In der Süddeutschen Zeitung vom 2./3. März 2019 erzählt Sandra Roth vom Leben mit ihrem Sohn Ben und ihrer Tochter Lotta, die mit einer schweren Behinderung geboren wurde. Wie beide Wege finden, um miteinander zu kommunizieren, und wie sie immer wieder dankbar das Leben gemeinsam feiern, hat mich sehr berührt und lässt mich bei all dem Mut, bei aller Lebensbejahung und Liebe an die Botschaft Jesu denken.

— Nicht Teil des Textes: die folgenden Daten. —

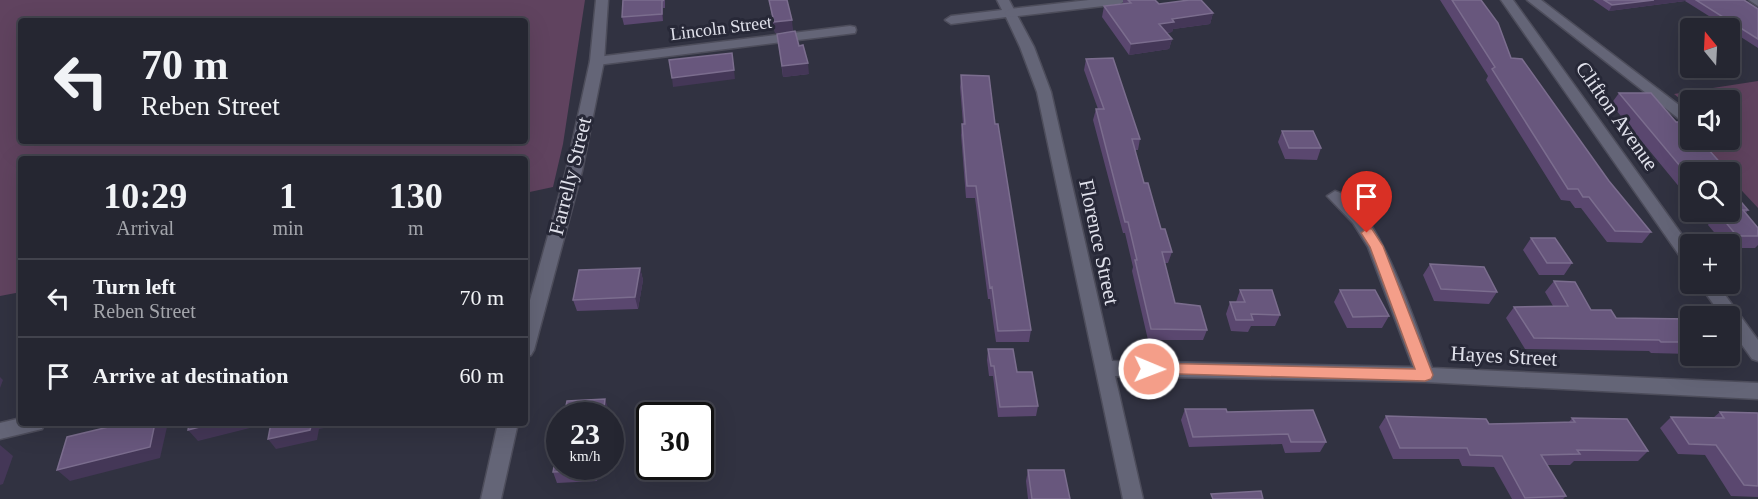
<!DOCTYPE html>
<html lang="en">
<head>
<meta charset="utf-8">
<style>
	:root { --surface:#252631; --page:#2d2e39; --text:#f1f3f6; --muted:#a3a5ab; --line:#42434d }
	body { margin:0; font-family:Georgia,serif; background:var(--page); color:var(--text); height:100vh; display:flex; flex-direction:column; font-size:22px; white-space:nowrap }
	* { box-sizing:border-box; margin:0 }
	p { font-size:20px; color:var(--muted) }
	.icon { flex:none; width:33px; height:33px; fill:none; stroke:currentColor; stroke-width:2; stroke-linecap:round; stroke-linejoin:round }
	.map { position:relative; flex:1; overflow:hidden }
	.details { position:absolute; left:18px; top:156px; width:510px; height:270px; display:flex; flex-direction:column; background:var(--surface); border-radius:6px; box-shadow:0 6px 24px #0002,0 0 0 2px var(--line) }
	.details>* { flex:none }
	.hud { position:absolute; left:18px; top:18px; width:510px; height:126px; border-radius:6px; box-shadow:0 6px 24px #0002,0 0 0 2px var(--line); background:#252631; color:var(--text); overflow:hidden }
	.needle { width:39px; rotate:342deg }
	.fabs { position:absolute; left:1680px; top:18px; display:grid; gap:12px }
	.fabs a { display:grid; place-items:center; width:60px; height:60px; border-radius:6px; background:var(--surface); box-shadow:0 6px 24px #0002,0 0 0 2px var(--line); font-size:30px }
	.speed { position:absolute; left:546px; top:402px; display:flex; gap:12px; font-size:30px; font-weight:700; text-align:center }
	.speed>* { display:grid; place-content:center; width:78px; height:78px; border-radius:50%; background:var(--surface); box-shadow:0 6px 24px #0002,0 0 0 2px var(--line); line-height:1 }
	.speed small { font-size:15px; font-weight:400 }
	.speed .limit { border:3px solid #111; border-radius:9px; background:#fff; color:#111 }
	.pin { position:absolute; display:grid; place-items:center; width:51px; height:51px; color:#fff; margin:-62px -26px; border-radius:50% 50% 50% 0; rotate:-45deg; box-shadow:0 0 6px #0007 }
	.pin .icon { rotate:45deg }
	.me { position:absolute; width:66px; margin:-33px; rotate:91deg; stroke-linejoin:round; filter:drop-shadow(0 0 4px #0008) }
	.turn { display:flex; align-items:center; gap:21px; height:126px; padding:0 24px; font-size:27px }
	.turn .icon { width:78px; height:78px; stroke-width:2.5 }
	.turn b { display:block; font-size:42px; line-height:51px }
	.eta { display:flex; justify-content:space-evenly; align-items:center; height:102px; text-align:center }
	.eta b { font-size:36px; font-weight:700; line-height:42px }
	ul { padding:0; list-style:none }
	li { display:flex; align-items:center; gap:18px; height:78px; padding:0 24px; border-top:2px solid var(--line) }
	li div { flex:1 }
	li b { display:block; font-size:22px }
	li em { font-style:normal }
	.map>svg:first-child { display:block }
	.green { fill:#60435f; fill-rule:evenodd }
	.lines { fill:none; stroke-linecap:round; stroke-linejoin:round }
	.minor-casing { stroke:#4d4d5b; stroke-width:3 }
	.tertiary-casing { stroke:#4d4d5b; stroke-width:3 }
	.minor { fill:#646577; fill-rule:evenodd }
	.tertiary { fill:#646577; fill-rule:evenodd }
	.wall { fill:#5a476f }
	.shaded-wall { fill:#443757 }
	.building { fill:#68577d; stroke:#7b6d8e; stroke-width:1.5 }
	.route { fill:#f49e89; stroke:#9f6759; stroke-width:1.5 }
	.labels { text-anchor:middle; stroke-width:6; stroke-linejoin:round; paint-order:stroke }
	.far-street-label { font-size:18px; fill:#e0e1eb; stroke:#272837 }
	.street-label { font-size:21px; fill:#e0e1eb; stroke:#272837 }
</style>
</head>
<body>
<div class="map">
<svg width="1758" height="499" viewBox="0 0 1758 499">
	<rect width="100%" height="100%" fill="#313241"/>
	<path class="green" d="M0,0H585L563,144L553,187L525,193V159H21V292L0,296ZM21,21H525V141H21Z
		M1758,81V208L1730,178V172H1724L1693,140H1730V100H1690V107L1674,94Z"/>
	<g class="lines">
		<defs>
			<path id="minor" d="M997,0H1009L1034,47L1051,92L1112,361L1413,367L1368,247L1353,223L1327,196L1335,191C1378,203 1416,327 1432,368L1758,383V399L1425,382L1115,376L1143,499H1123L1037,92L1020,47L1006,17L951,24L945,20L951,16L1002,10Z
				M1501,0H1513L1690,246V264L1684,262Z
				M1527,0H1541L1688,112L1690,115L1688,118H1678Z
				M1749,0H1758V6Z
				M850,26L855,27L856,30L855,33L597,65L590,61L597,57Z
				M1699,284H1717L1758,340V361L1752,359L1730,328V316H1722Z
				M21,418V423H45L42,429L0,439V423Z"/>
			<path id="tertiary" d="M596,0H608L604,61L582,171L534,350L531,355L525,357V318L566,171L590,61Z
				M1089,0H1126L1120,4L1010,17L1004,13L1010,9Z
				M498,423H518L501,499H481Z"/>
		</defs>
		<use href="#minor" class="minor-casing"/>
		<use href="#tertiary" class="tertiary-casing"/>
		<use href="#minor" class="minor"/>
		<use href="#tertiary" class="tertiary"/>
	</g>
	<path class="wall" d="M623,0H665V8H663V21L624,25L622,17Z
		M769,0H787L793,31L775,33Z
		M1123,0H1155L1159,4L1213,13L1210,24L1173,29L1172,32L1167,33L1172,39L1169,49L1129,55L1102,17L1104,6L1123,4Z
		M1440,0H1481L1511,58L1609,181L1651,232L1642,243L1607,242L1581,208H1575L1570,201L1561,200L1486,80L1488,76Z
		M1593,0H1744L1758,9V48L1730,30V28H1728L1685,1L1609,11Z
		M777,34L809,74L783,77Z
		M1086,59L1140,139L1138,150H1135L1144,183L1161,229L1172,252L1168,263H1165L1175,303L1207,330L1203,340H1148L1132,271L1133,267L1125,233H1123L1093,120L1096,109H1098L1084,70Z
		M961,75L995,124L1031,330L1029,342H996L990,299H988L975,198H966L961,135L962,124H963L960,87Z
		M1619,93L1676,122L1724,167L1720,172H1690V200L1611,104Z
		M1282,131L1321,148L1317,160L1285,159L1278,142Z
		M1748,210L1746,213L1758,228V245L1755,248H1730V244H1724L1708,225L1709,223L1700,212Z
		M1531,238L1572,263L1564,275H1539L1523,250Z
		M1430,264L1497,292L1489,304L1434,301L1423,275Z
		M640,268L643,280L638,309L577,311L573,300Z
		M1554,281L1591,310L1616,318L1690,319V354L1651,353L1649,351L1525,349L1506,318L1514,307L1553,306L1545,292Z
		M1240,290L1280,315L1275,326H1251L1248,332L1231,331L1226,314L1230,302H1236Z
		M1340,290L1389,316L1382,328H1347L1334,302Z
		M988,349L1017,372L1038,406L1036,416L998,417L993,376H989L987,360Z
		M1185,409L1227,412L1326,442L1320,452L1285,453L1282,444L1189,447L1181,420Z
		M1720,412L1758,413V497L1731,496L1705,455L1678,454L1660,428L1671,417L1713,418Z
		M1386,416L1489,424L1569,422L1572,418L1648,451L1638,461H1574L1570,465H1547L1566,496L1563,499H1512L1494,467L1462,466L1459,459H1393L1379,427Z
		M560,466H600L597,481L557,483L553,472Z
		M1028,470L1070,499H1028L1026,481Z"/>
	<path class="shaded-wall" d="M1654,0H1686L1685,1L1609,11L1612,5Z
		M662,1L663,8V21L662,14Z
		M1213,13L1210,24L1173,29L1172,32L1156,34L1159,24L1172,19Z
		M792,20L793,31L775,33L774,22Z
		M1172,39L1169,49L1129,55L1131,44Z
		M808,63L809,74L783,77L782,66Z
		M734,70L735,79L673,87L672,78Z
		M640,268L643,280L638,309L635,297Z
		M0,377L3,380L0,388Z
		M605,399L609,411L608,416H603Z
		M155,423H164L167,427L160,458L70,481L57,470Z
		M215,423H258V426L198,441L188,430Z
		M312,423H349L319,429L317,440L276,449L268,439Z
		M0,445L13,456L3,484L0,485Z
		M594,466H600L597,481L593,470Z"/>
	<path class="building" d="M623,0H664L662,1V14L622,17Z
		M769,0H787L792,20L774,22Z
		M1128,0H1155L1159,4L1189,0H1201L1213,13L1172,19L1174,22L1159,24L1172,39L1131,44L1104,6L1131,3Z
		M1452,0H1481L1498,23L1511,58L1522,59L1609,181L1651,232L1615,231L1589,197H1583L1578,189H1568L1492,69L1495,67Z
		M1604,0H1654L1612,5Z
		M1696,0H1744L1758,9V39Z
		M795,31L799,46L803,45L808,63L782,66L777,34Z
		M732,53L734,70L672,78L669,60Z
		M1113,58L1140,139H1132L1144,183H1148L1161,229H1165L1172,252H1162L1175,303L1200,306L1207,330L1151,329L1135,260H1137L1128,222H1125L1096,109H1104L1086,59Z
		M961,75L989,76L995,124H998L1031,330L998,331L992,287L990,288L976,186H967L962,124H965Z
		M1619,93H1651L1676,122H1684L1690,129V140H1700L1724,167H1710L1715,172H1690V178Z
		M1282,131H1313L1321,148H1289Z
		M1730,189L1748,210H1743L1758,228V236H1737L1718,213L1721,214L1719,212H1730Z
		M1531,238H1555L1572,263H1547Z
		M1430,264L1484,267L1497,292L1441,289Z
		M640,268L635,297L573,300L579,270Z
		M1554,281L1575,282L1591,310H1611L1616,318L1690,319V342H1661L1659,340L1534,338L1514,307L1568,306Z
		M1240,290H1272L1280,315L1251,314L1253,320H1236L1230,302H1245Z
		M1340,290H1375L1389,316L1353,317Z
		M988,349H1013L1017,372H1032L1038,406L1000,407L994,366H991Z
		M605,399L603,416H564L567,401Z
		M1185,409H1226L1227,412L1313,410L1326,442H1291L1288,434L1193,437Z
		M1720,412L1758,413V486L1744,485L1716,445L1689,444L1671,417L1724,418Z
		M1386,416L1486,419L1489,424L1575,422L1572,418L1627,419L1648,451L1577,450L1580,454L1541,455L1566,496L1525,498L1502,456L1470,455L1467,448H1400Z
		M125,423H155L150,447L57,470L67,437Z
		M189,423H215L188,430Z
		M271,423H312L310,430L268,439Z
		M560,438V466H594L593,470L553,472Z
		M1028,470H1064L1070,499H1032Z
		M1261,491L1263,499H1213L1211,494Z"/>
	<path class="route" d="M1367,228L1372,229L1383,246L1433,375L1431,379L1425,381L1144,373L1141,369L1144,364L1149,363L1415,369L1370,247L1361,233Z"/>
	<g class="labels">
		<g class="far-street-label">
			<text transform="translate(721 28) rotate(-7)" y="6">Lincoln Street</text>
		</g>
		<g class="street-label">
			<text transform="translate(1617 116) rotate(55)" y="7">Clifton Avenue</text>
			<text transform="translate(570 176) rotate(-76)" y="7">Farrelly Street</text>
			<text transform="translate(1099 242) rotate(78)" y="7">Florence Street</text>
			<text transform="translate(1504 356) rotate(3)" y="7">Hayes Street</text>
		</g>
	</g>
</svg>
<div class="fabs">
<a><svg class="needle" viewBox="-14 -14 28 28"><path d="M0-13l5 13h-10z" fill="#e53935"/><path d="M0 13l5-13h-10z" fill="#a3a5ab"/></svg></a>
<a><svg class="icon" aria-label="sound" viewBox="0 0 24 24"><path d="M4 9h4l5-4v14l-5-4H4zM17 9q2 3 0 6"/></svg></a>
<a><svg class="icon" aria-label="search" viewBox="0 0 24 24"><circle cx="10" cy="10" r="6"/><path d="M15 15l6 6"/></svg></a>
<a>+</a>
<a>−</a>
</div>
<div class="speed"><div>23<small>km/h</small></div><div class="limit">30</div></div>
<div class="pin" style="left:1367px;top:233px;background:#d93025"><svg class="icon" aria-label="arrive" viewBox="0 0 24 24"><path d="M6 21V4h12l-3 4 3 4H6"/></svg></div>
<svg class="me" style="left:1149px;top:369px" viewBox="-20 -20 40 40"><circle r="17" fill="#f49e89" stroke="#fff" stroke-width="3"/><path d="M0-11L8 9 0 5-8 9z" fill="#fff"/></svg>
<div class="hud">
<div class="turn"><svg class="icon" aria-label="left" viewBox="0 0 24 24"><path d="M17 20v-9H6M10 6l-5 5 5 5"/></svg><div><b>70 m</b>Reben Street</div></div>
</div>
<section class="details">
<div class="eta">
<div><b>10:29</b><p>Arrival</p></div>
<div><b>1</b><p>min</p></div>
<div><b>130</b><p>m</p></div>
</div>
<ul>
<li><svg class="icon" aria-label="left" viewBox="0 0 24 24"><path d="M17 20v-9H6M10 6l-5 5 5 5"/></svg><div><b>Turn left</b><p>Reben Street</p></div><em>70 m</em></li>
<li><svg class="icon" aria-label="arrive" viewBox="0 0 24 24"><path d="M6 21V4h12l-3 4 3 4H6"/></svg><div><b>Arrive at destination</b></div><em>60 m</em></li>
</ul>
</section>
</div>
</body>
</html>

Lotta schreit oder schweigt in dieser Zeit, sie brabbelt nicht wie andere Babys. „Hören Sie nicht auf, mit ihr zu reden“, sagt uns ein Arzt. „Auch wenn Sie Jahre auf Antwort warten müssen“. Wird sie ihr Leben lang schreien, und wir müssen raten, was sie hat, fragen wir uns in dieser ersten Zeit. Wir verhandeln mit dem Schicksal: Aufs Laufen können wir verzichten, sie muss auch nicht sehen, aber lass uns das Verstehen, flehe ich. Gib mir Worte und Plappern, gib mir „Mama“. Gib mir nur ein Wort. (…)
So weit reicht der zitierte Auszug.